[Dataset entries]

•••

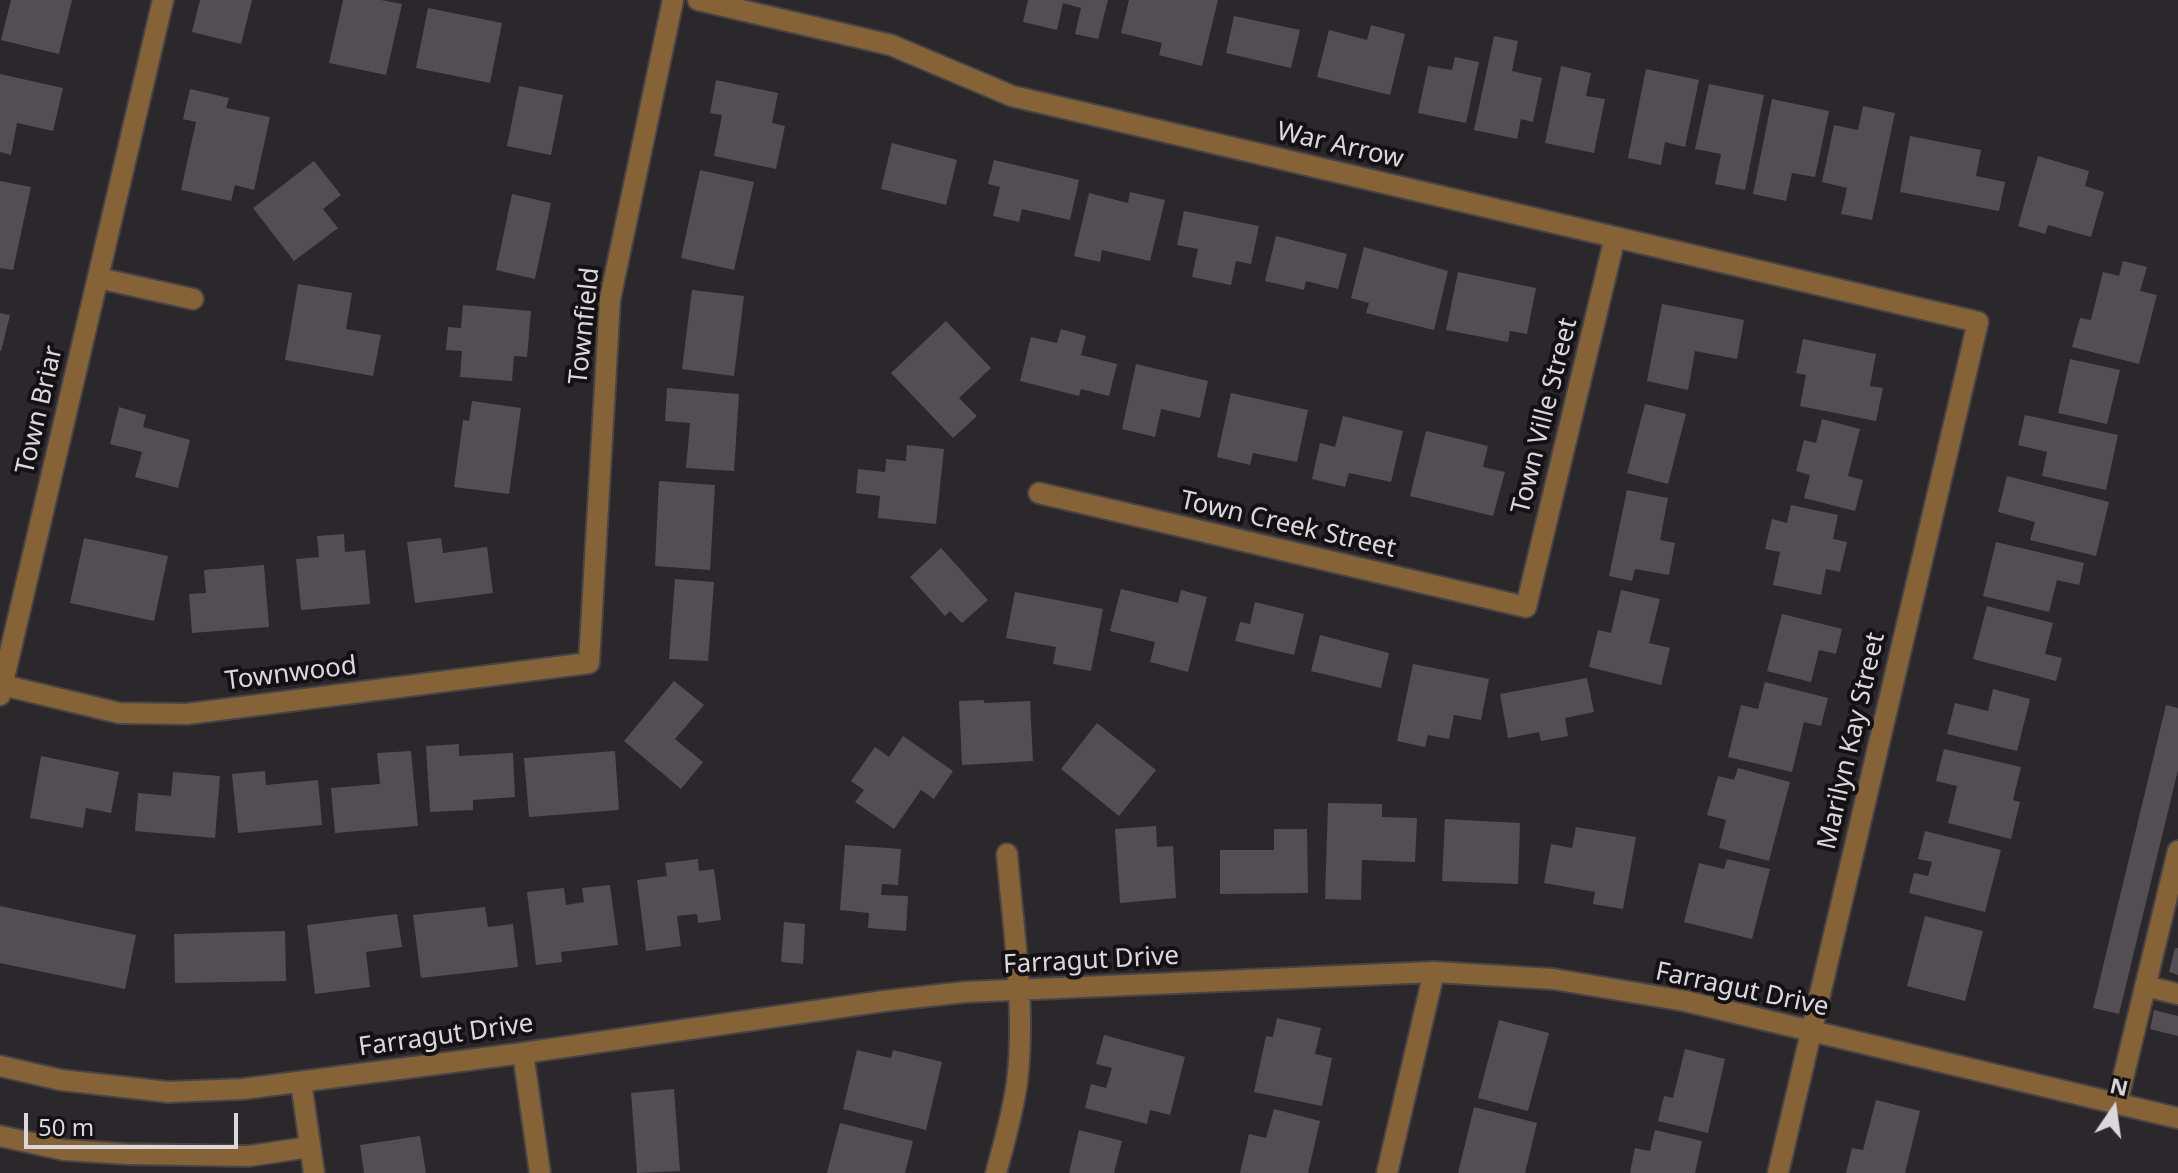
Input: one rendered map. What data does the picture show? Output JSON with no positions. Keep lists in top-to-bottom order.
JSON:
{
  "streets": {
    "street": [
      "War Arrow",
      "Townfield",
      "Town Briar",
      "Town Ville Street",
      "Town Creek Street",
      "Townwood",
      "Marilyn Kay Street",
      "Farragut Drive"
    ]
  },
  "crossings": [
    ["War Arrow", "Town Ville Street"],
    ["War Arrow", "Marilyn Kay Street"],
    ["Townfield", "Townwood"],
    ["Town Briar", "Townwood"],
    ["Town Ville Street", "Town Creek Street"],
    ["Marilyn Kay Street", "Farragut Drive"]
  ],
  "scale_bar": "50 m",
  "north": "top"
}
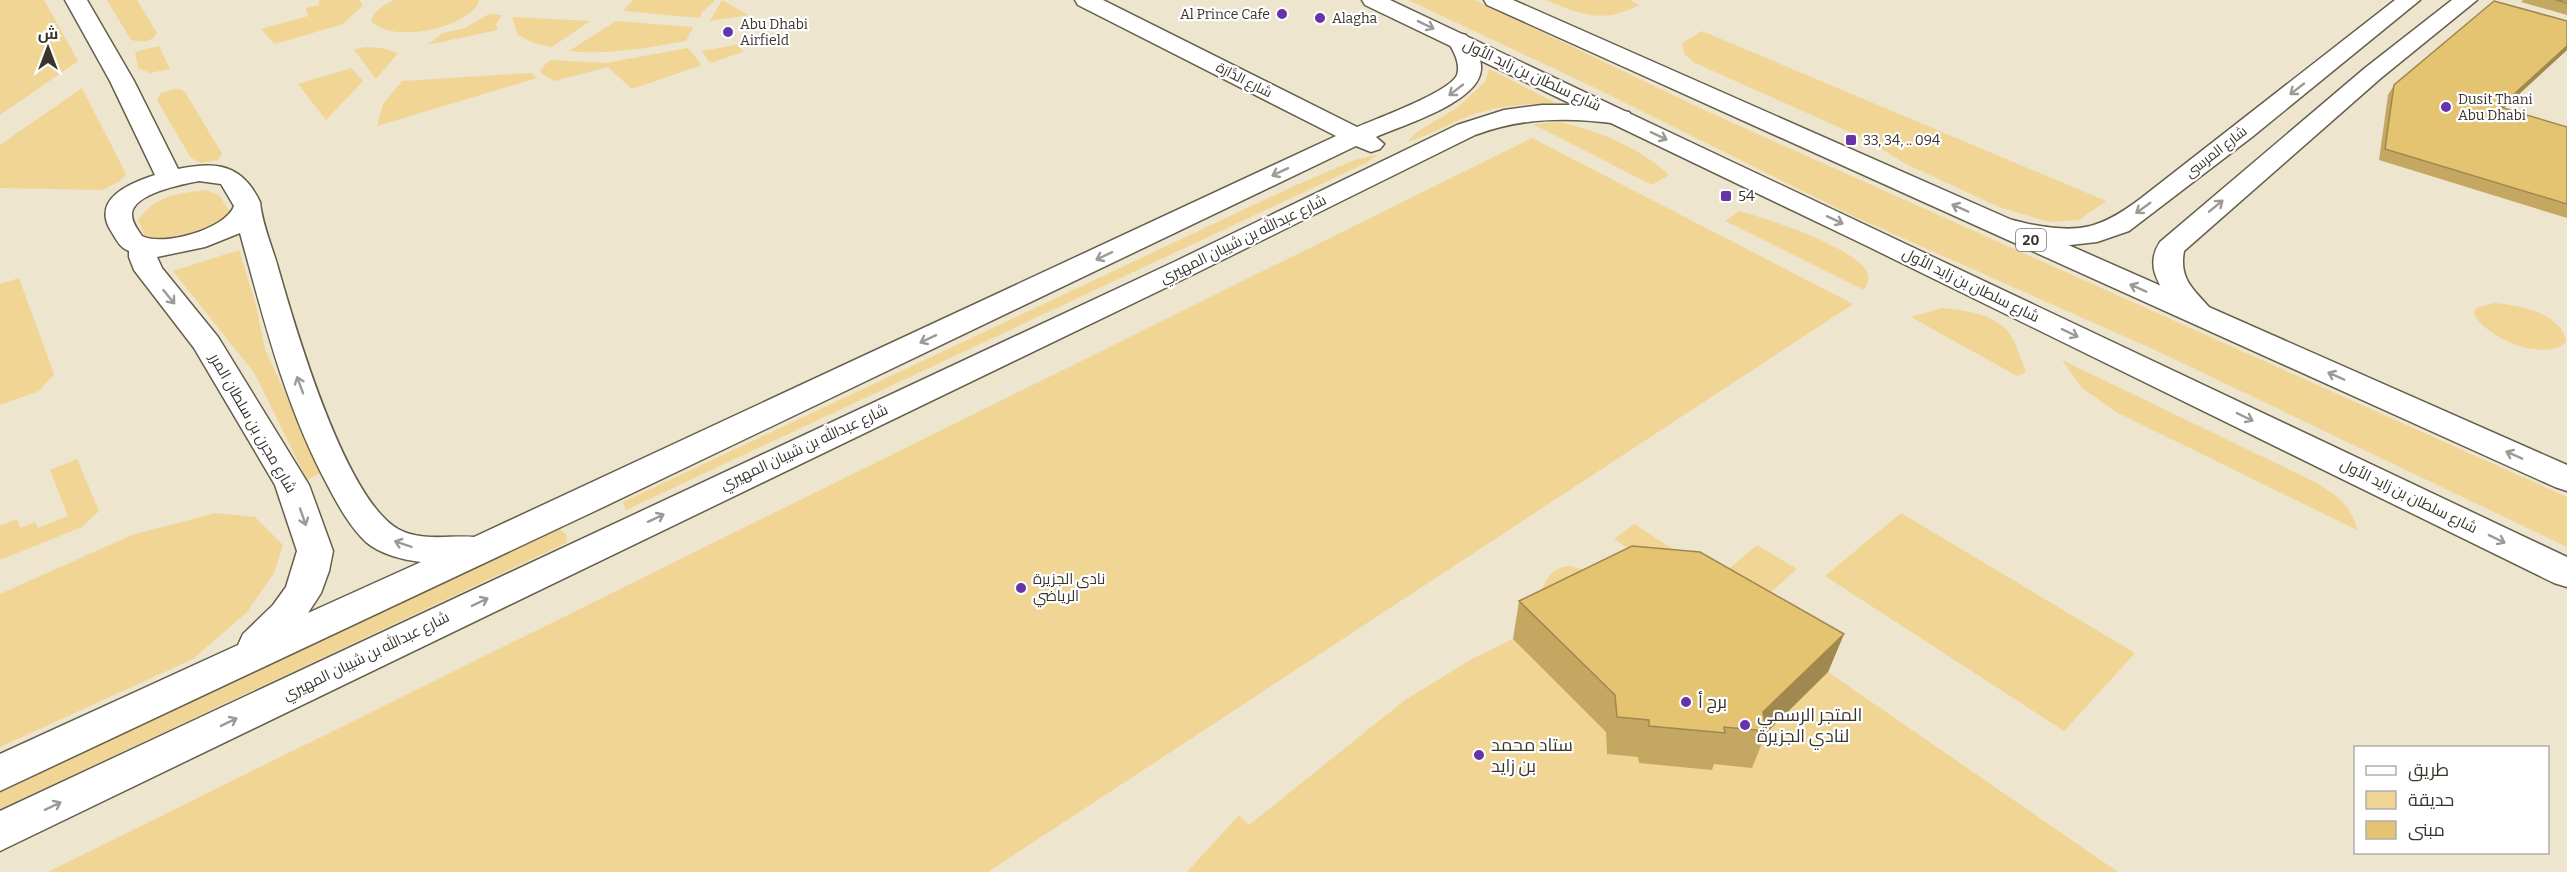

•••

> _Your instructions_: For every entry, return its exact wording and leave out any image.

> _Finished exercise_:
Input: one rendered map. What data does the picture show? Output JSON with no positions. Keep lists in top-to-bottom order.
JSON:
{
  "streets": {
    "street": [
      "War Arrow",
      "Townfield",
      "Town Briar",
      "Town Ville Street",
      "Town Creek Street",
      "Townwood",
      "Marilyn Kay Street",
      "Farragut Drive"
    ]
  },
  "crossings": [
    ["War Arrow", "Town Ville Street"],
    ["War Arrow", "Marilyn Kay Street"],
    ["Townfield", "Townwood"],
    ["Town Briar", "Townwood"],
    ["Town Ville Street", "Town Creek Street"],
    ["Marilyn Kay Street", "Farragut Drive"]
  ],
  "scale_bar": "50 m",
  "north": "top"
}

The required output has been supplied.